** RECORDS follows **
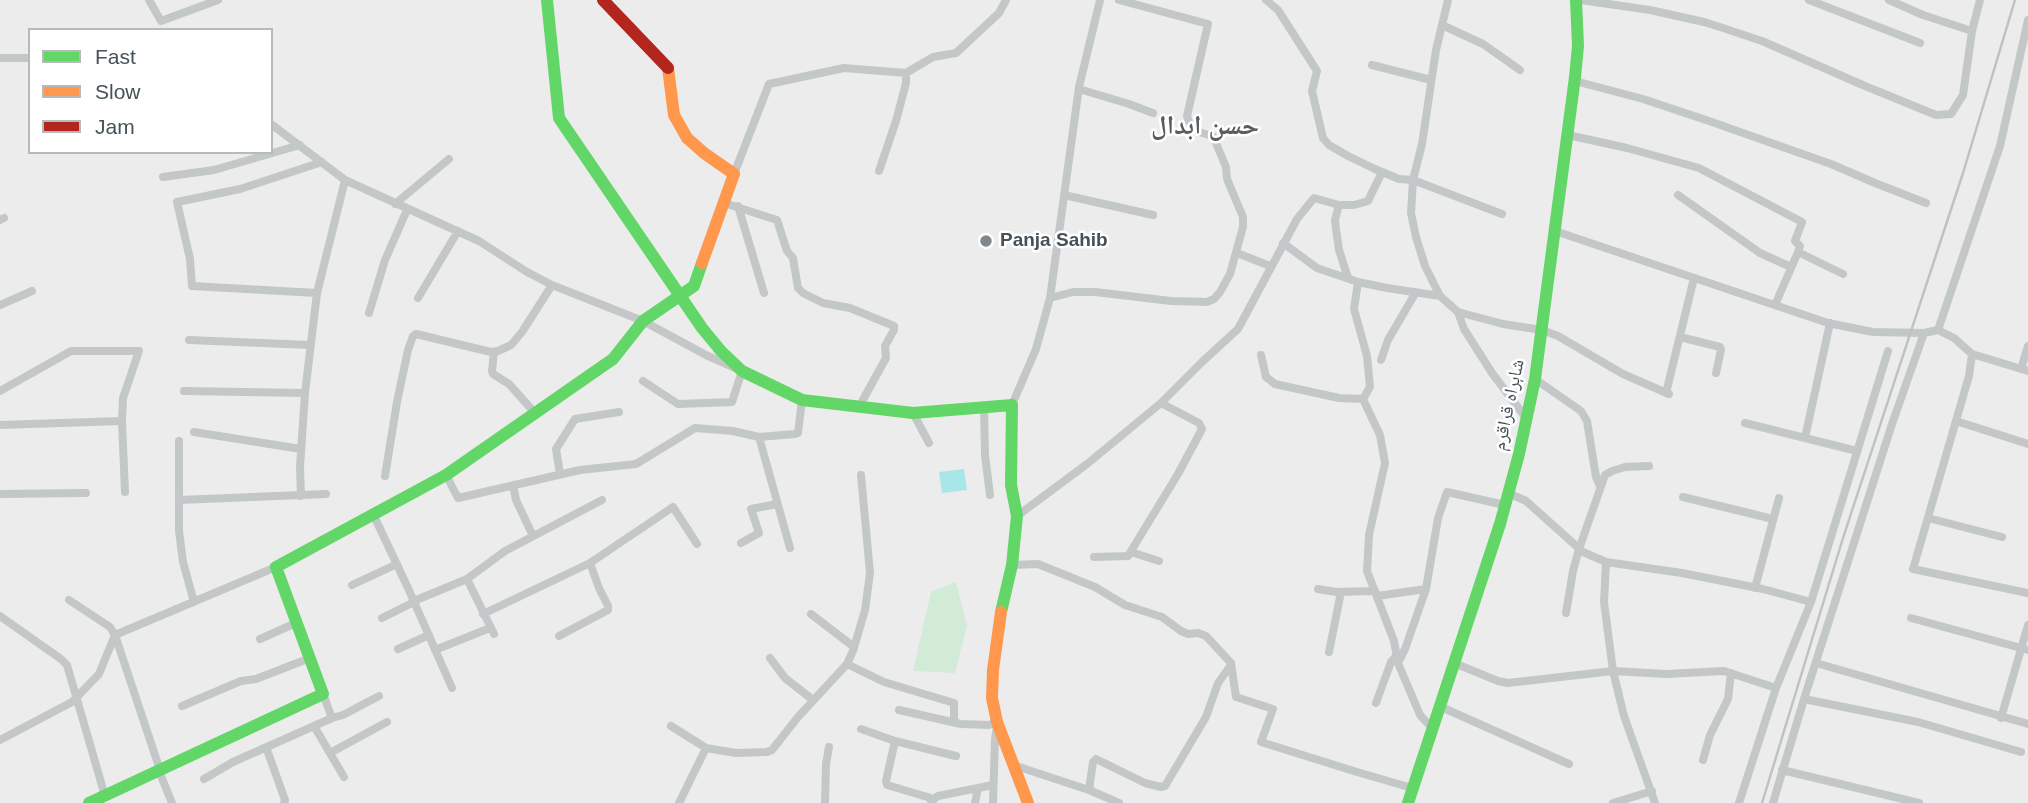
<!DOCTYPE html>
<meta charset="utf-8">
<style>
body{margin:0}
#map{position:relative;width:2028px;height:803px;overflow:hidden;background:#edecec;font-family:Arial,sans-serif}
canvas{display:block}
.legend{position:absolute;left:28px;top:28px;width:245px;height:126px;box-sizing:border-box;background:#fff;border:2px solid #b5babc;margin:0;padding:9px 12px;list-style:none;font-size:21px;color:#455257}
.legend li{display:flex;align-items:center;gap:14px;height:35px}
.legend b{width:35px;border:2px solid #b5babc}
</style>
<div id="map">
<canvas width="2028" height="803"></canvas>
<ul class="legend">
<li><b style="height:9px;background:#63d668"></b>Fast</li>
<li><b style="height:9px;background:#ff974d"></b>Slow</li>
<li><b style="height:9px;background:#b3261e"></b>Jam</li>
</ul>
</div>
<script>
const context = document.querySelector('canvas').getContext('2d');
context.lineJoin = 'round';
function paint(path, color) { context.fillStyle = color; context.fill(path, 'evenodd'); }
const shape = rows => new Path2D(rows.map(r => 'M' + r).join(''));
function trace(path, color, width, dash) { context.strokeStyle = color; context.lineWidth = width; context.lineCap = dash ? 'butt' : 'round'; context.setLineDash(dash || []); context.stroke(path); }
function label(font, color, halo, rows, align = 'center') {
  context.font = font + ' Arial,"Noto Naskh Arabic",sans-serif'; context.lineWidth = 5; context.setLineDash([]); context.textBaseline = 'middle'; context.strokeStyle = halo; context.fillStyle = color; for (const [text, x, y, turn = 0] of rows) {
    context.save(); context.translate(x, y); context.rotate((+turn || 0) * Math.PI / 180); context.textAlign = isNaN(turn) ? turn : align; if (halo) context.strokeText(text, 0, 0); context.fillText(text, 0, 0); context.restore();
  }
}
paint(shape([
 [956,582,967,625,955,673,913,671,931,592]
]), '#d2ebd6');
paint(shape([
 [964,469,967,490,942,493,939,472]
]), '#a8e6e7');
trace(shape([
 [149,0,161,21,218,0],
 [1266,0,1278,10,1317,71,1312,91,1323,138,1329,145,1348,156,1375,169,1399,179,1413,180,1411,213,1416,237,1425,266,1440,296],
 [1448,0,1436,50,1422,144,1413,180,1502,214],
 [1581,0,1650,10,1704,22,1723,28,1762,41,1865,86,1936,115,1951,114,1963,95,1972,31,1980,0],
 [1809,0,1920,43],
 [1889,0,1923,15,1972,31],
 [1442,25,1483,44,1520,70],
 [0,58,30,58],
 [1372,65,1431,80],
 [1575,81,1643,99,1709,121,1831,164,1875,183,1926,203],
 [1079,89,1129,104,1153,113],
 [271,124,345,180,479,241,527,272,552,285,643,321,706,355,742,371,732,402,678,404,643,381],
 [1568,135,1627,148,1699,168,1802,222,1795,241,1800,246,1798,252,1843,274],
 [879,171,896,121,906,83,906,73],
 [734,174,769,84,844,68,906,73,933,57,956,53,999,13,1006,0],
 [163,177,214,170,300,145],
 [1064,195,1153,215],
 [1678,195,1760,253,1791,267],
 [724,203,777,220,787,251,793,258,798,288,803,293,823,303,850,308,894,326,894,330,885,346,886,358,859,407],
 [395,204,449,159],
 [1339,205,1335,220,1336,229,1339,250,1348,278],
 [738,206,764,293],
 [0,220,4,218],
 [1555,231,1828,323,1873,332,1924,333,1938,330,1954,338,1972,354,1969,376,1913,569,2028,593],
 [1283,243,1317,268,1358,282,1354,309,1367,356,1370,387,1363,399],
 [1237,253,1270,266],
 [1358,282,1387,288,1440,296,1458,312,1503,324,1542,330,1558,336,1623,374,1669,394],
 [317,293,192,286,190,259,177,202,240,189,322,162],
 [418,298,458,231],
 [1050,298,1073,292,1095,292,1171,301,1207,302,1214,299,1220,292,1230,274,1243,227,1243,217,1227,179,1226,167,1213,136,1199,132,1194,128,1189,122,1187,116,1208,24,1119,0],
 [0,305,32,291],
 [1775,305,1798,252],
 [1458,312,1464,329,1492,373,1526,418],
 [369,313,385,260,407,210],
 [1938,330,2000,146,2028,20],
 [1680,337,1720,347,1721,350,1716,373],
 [189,340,311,345],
 [494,352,492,371,493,374,509,384,535,413],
 [1972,354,2028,371],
 [1261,355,1266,377,1275,384,1339,398,1363,399],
 [1381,360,1388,340,1416,292],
 [2021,369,2028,346],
 [1535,379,1581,411,1587,421,1596,477,1600,486],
 [0,391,71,351,139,351,123,398,122,421,125,492],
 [184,391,305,393],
 [1666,393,1694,278],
 [1363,399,1380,435,1385,463,1369,535,1367,571,1394,641,1398,663,1420,715,1432,728],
 [1012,405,1036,349,1050,298,1079,87,1100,0],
 [984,406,985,455,990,495],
 [913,413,929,443],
 [1956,421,2028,444],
 [1745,423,1857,451],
 [0,425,122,421],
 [194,432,301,449],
 [759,437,790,548],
 [1805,438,1830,323],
 [179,441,179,531,183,562,194,602],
 [560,474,556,449,575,419,619,412],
 [446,475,458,498,580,470,636,464,695,428,733,431,759,437,795,434,798,433,802,400],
 [385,476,397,402,408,350,413,336,416,334,491,352,498,351,511,345,522,332,552,285],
 [513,485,516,500,533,536],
 [1508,493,1526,501,1583,552,1606,562,1682,573,1763,589,1811,602],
 [0,494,86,493],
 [301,496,300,467,305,393,317,293,345,180],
 [1683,497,1773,519],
 [179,500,326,494],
 [374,516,408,588,452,688],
 [1017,516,1087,464,1161,403,1202,362,1238,329,1297,219,1314,198,1339,205,1354,205,1368,201,1382,172],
 [1928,518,2002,537],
 [741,543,759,533,751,509,777,504],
 [1131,552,1159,561],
 [1094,557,1128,556,1178,474,1202,429,1199,423,1161,403],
 [1606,562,1604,602,1613,671,1624,716,1655,803],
 [1012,565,1038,564,1095,587,1125,605,1162,617,1181,631,1188,634,1198,633,1206,636,1231,663,1236,697,1273,709,1261,742,1357,772,1412,788],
 [467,579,494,634],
 [352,585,397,564],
 [1755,588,1779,498],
 [1318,589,1336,592,1375,591],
 [1426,589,1438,518,1447,492,1505,505],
 [1377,596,1426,589,1405,649,1398,663],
 [69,600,110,627,115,635,160,770],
 [414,601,467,579,505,551,602,500],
 [1566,613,1573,571,1579,549,1605,475,1612,471,1625,467,1649,466],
 [483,614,590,563,673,507,697,544],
 [811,614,854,647],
 [0,616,61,659,67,665,105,796],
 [382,618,414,602],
 [1911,618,2028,650],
 [559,636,608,610,608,606,599,588,590,563],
 [260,639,296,623],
 [398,649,429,635],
 [435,650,490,628],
 [1329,652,1341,592],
 [770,658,785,678,813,700],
 [1454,663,1498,681,1508,683,1613,671,1666,674,1724,671,1776,688],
 [1816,663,2028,724],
 [847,664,884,682,954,703,954,722],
 [1804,699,1918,722,2021,752],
 [1376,703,1391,662,1396,656],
 [182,706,241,681,256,679,310,658],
 [1439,706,1569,764],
 [899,710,961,724,989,725,997,722],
 [332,718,343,715,379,696],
 [2001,718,2028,625],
 [314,726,344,777],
 [671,726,706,748,736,753,767,752,772,750,798,717,847,664,853,651,865,610,870,573,861,475],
 [861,729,895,741,956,756],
 [0,740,72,702,99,674,115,635,276,567],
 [895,741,886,781,887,785,934,799],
 [266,747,285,800,284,803],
 [330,753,387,722],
 [1703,760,1710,735,1728,699,1731,673],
 [1013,765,1089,790,1119,803],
 [1782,770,1919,803],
 [159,771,172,803],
 [204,779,233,762,332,718,323,694],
 [1089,790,1093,762,1096,759,1145,783,1161,787,1165,786,1206,717,1218,683,1231,665],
 [931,801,938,796,993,785],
 [679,803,706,748],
 [825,803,826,764,829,747],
 [975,803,978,788],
 [993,803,995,739,997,726],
 [1613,803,1652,791],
 [1739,803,1776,688,1811,602,1888,351],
 [1773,803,1804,699,1892,424,1924,333]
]), '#c3c7c8', 8);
trace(shape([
 [547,0,559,118,702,328,721,351,742,371,802,400,913,413,1012,405,1011,485,1017,516,1012,565,1001,612],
 [89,803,323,694,276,567,446,475,613,359,643,321,694,286,702,263],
 [1408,803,1500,524,1519,454,1535,379,1575,77,1578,46,1576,0]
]), '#63d668', 12);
trace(shape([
 [668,68,674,115,687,138,704,153,734,174,702,263],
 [1001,612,993,670,992,698,997,722,1028,803]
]), '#ff974d', 12);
trace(shape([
 [603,0,668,68]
]), '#b3261e', 12);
trace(shape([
 [1762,803,1843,538,1963,173,2015,0]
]), '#bfc2c3', 2.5);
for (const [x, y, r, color] of [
 [986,241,7,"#80888b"]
]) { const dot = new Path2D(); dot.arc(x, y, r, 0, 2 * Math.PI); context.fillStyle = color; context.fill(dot); trace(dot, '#fff', 2.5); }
label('bold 19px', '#455257', '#fff', [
 ["Panja Sahib",1000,241]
], 'left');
label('19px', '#455257', '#fff', [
 ["شاہراہ قراقرم",1509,405,-78]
]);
label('bold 26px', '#595d60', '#fff', [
 ["حسن ابدال",1205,127]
]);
</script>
** End of RECORDS **
**INSTRUCTIONS FOR THE TASK**
Using the material above, return each line in which the word "canvas" occurs.

**EXERCISE SOLUTION**
canvas{display:block}
<canvas width="2028" height="803"></canvas>
const context = document.querySelector('canvas').getContext('2d');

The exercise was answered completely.